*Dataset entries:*

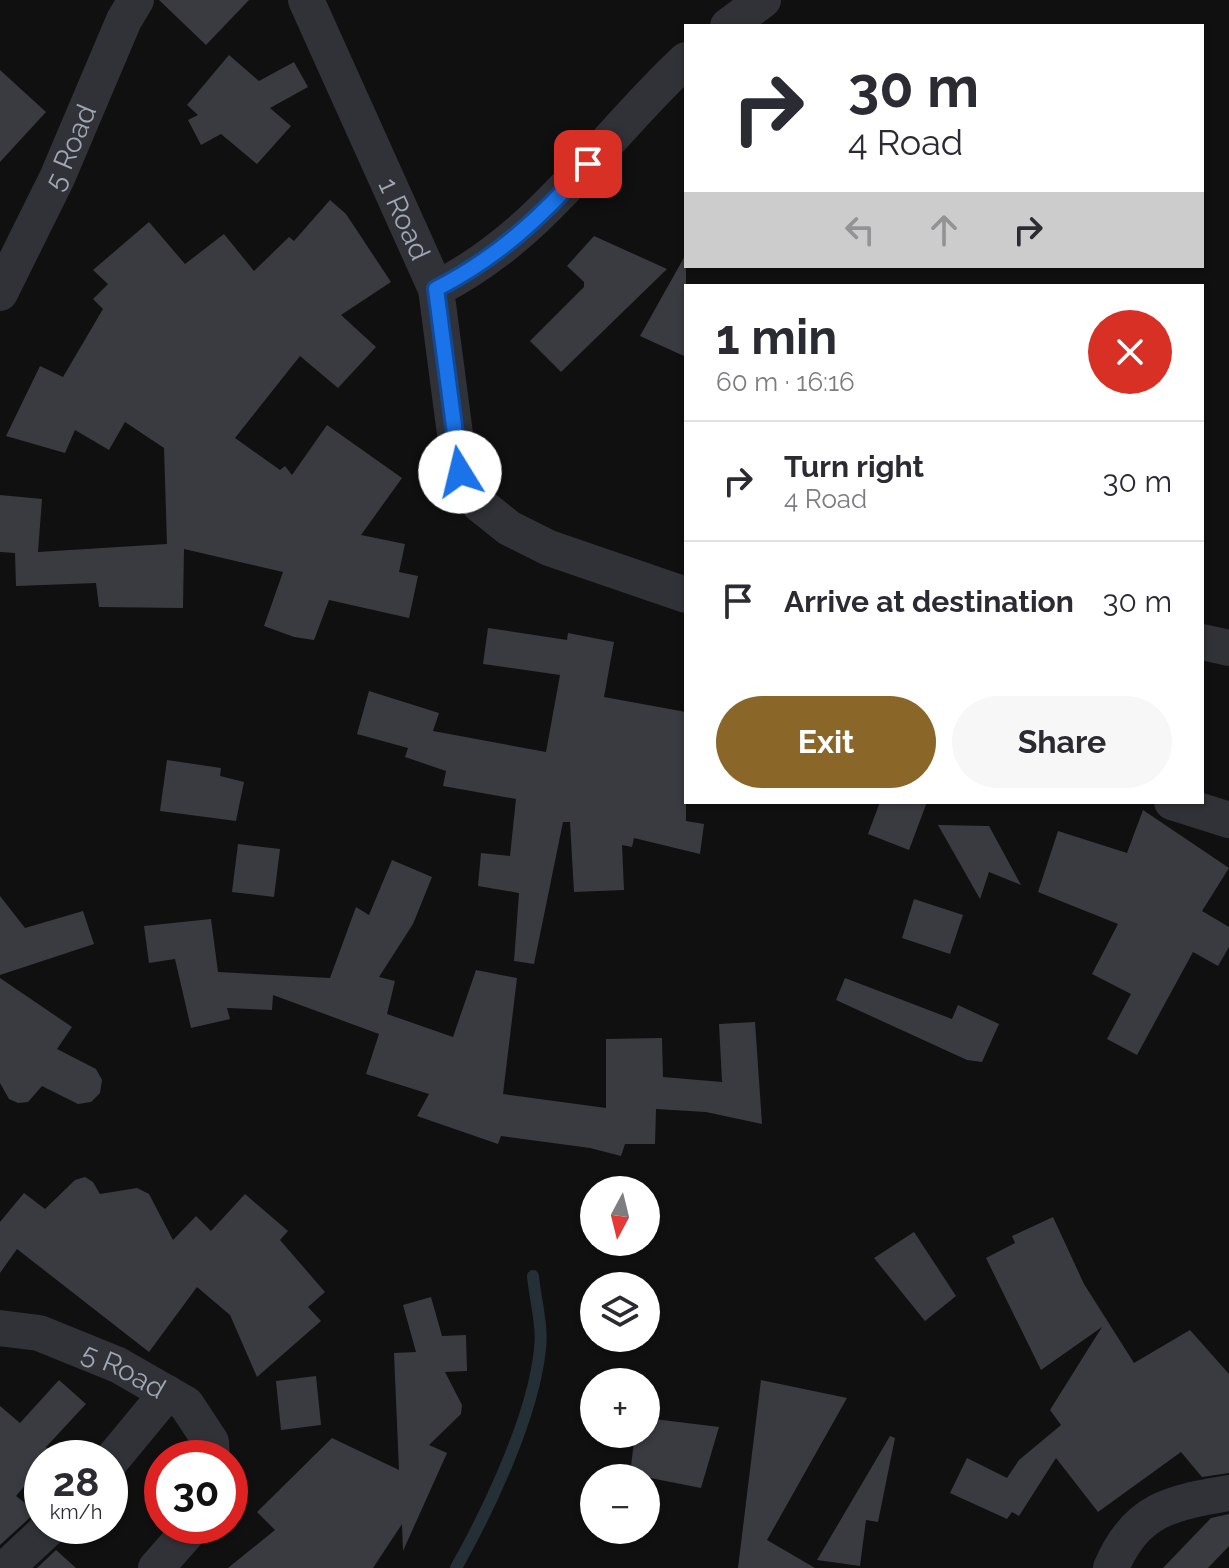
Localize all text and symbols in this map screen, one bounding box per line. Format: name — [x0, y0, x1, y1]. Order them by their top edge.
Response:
text: 30 m — [848, 54, 979, 120]
icon: right — [716, 56, 820, 160]
street label: 5 Road — [38, 100, 103, 196]
text: 4 Road — [848, 121, 963, 163]
pin — [554, 130, 622, 198]
icon: arrive — [566, 142, 610, 186]
street label: 1 Road — [371, 173, 437, 265]
icon: left — [838, 208, 882, 252]
icon: ahead — [922, 208, 966, 252]
icon: right — [1006, 208, 1050, 252]
text: 1 min — [716, 309, 837, 365]
button: close — [1088, 310, 1172, 394]
text: 60 m · 16:16 — [716, 367, 855, 397]
position arrow — [418, 430, 502, 514]
text: Turn right — [784, 449, 924, 484]
icon: right — [716, 459, 760, 503]
text: 30 m — [1102, 464, 1172, 499]
text: 4 Road — [784, 484, 867, 514]
icon: arrive — [716, 579, 760, 623]
text: Arrive at destination — [784, 584, 1074, 619]
text: 30 m — [1102, 584, 1172, 619]
button: Exit — [716, 696, 936, 788]
button: Share — [952, 696, 1172, 788]
north arrow — [580, 1176, 660, 1256]
map controls — [580, 1176, 660, 1544]
button: layers — [580, 1272, 660, 1352]
street label: 5 Road — [77, 1336, 171, 1406]
button: + — [580, 1368, 660, 1448]
speed limit sign: 30 — [144, 1440, 248, 1544]
text: 28 — [53, 1458, 99, 1505]
button: − — [580, 1464, 660, 1544]
text: km/h — [50, 1500, 102, 1524]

*Try it:* Please retype the records above exactly, leaving every image out.

*Answer section:*
Localize all text and symbols in this map screen, one bounding box per line. Format: name — [x0, y0, x1, y1]. Order them by their top edge.
Response:
text: 30 m — [848, 54, 979, 120]
icon: right — [716, 56, 820, 160]
street label: 5 Road — [38, 100, 103, 196]
text: 4 Road — [848, 121, 963, 163]
pin — [554, 130, 622, 198]
icon: arrive — [566, 142, 610, 186]
street label: 1 Road — [371, 173, 437, 265]
icon: left — [838, 208, 882, 252]
icon: ahead — [922, 208, 966, 252]
icon: right — [1006, 208, 1050, 252]
text: 1 min — [716, 309, 837, 365]
button: close — [1088, 310, 1172, 394]
text: 60 m · 16:16 — [716, 367, 855, 397]
position arrow — [418, 430, 502, 514]
text: Turn right — [784, 449, 924, 484]
icon: right — [716, 459, 760, 503]
text: 30 m — [1102, 464, 1172, 499]
text: 4 Road — [784, 484, 867, 514]
icon: arrive — [716, 579, 760, 623]
text: Arrive at destination — [784, 584, 1074, 619]
text: 30 m — [1102, 584, 1172, 619]
button: Exit — [716, 696, 936, 788]
button: Share — [952, 696, 1172, 788]
north arrow — [580, 1176, 660, 1256]
map controls — [580, 1176, 660, 1544]
button: layers — [580, 1272, 660, 1352]
street label: 5 Road — [77, 1336, 171, 1406]
button: + — [580, 1368, 660, 1448]
speed limit sign: 30 — [144, 1440, 248, 1544]
text: 28 — [53, 1458, 99, 1505]
button: − — [580, 1464, 660, 1544]
text: km/h — [50, 1500, 102, 1524]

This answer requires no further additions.